Autor: Valerio Albisetti
Sinopse: Ser amigos pode parecer simples: afinidade de caráter, interesses comuns... Mas, por vezes, um relacionamento que parecia sólido quebra-se contra o obstáculo da afirmação de si mesmo, da prevaricação psicológica que, ainda que inconscientemente, é posta em prática em confronto como outro. "Ser amigos", escreve Albisetti, "quer dizer aceitar o outro em sua unicidade e irrepetibilidade, em sua autonomia, em sua diversidade". Isso implica uma consciência até mesmo da própria originalidade, que se traduz numa troca de experiências.

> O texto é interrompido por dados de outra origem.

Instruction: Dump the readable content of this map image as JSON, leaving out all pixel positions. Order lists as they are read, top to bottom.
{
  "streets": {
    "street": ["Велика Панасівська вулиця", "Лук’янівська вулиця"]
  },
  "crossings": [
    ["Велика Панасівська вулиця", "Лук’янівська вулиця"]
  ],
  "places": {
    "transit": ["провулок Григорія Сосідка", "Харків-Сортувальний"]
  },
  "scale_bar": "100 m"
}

Quem pensa encontrar na amizade uma solução para o próprio mal-estar interior ou para as próprias dificuldades irá facilmente de encontro a desilusões. "Ser amigos", escreve ainda Albisetti, não é um estado afetivo, mas uma verdadeira e própria opção de vida; a escolha de fundamentar a própria existência sobre a abertura, autêntica, em direção aos outros".
Contexto da obra
Quando a classificação é mais ampla, o contexto do livro costuma depender ainda mais de autoria, tema e edição. “Ser Amigos ou Ter Amigos?”, de Valerio Albisetti, publicado pela editora Paulinas, em 2003 e com 139 páginas, integra a categoria Livros Variados. Por isso, autoria, edição e tema acabam tendo ainda mais peso na forma de apresentar o livro.
Editora: Paulinas
Páginas: 139
Ano: 2003
Edição:
Linguagem: português
ISBN: 8535604235
ISBN13: 9788535604238
Sobre a editora
Os livros da editora Paulinas costumam apresentar uma linguagem acessível e um cuidado especial com a clareza, seja na releitura contemporânea de textos sagrados ou na abordagem de temas espirituais e sociais. A experiência de leitura frequentemente convida a uma reflexão profunda sobre fé, promoção humana e transformação pessoal, com narrativas que transitam entre o didático e o poético. O catálogo inclui obras que dialogam com públicos variados, desde crianças e jovens até adultos interessados em catequese, espiritualidade e questões sociais, sempre com um tom que mescla simplicidade e profundidade. A diversidade editorial se manifesta em textos que vão do relato pessoal e histórico a propostas pedagógicas e à literatura infantojuvenil, com um ritmo que pode ser tanto contemplativo quanto narrativo.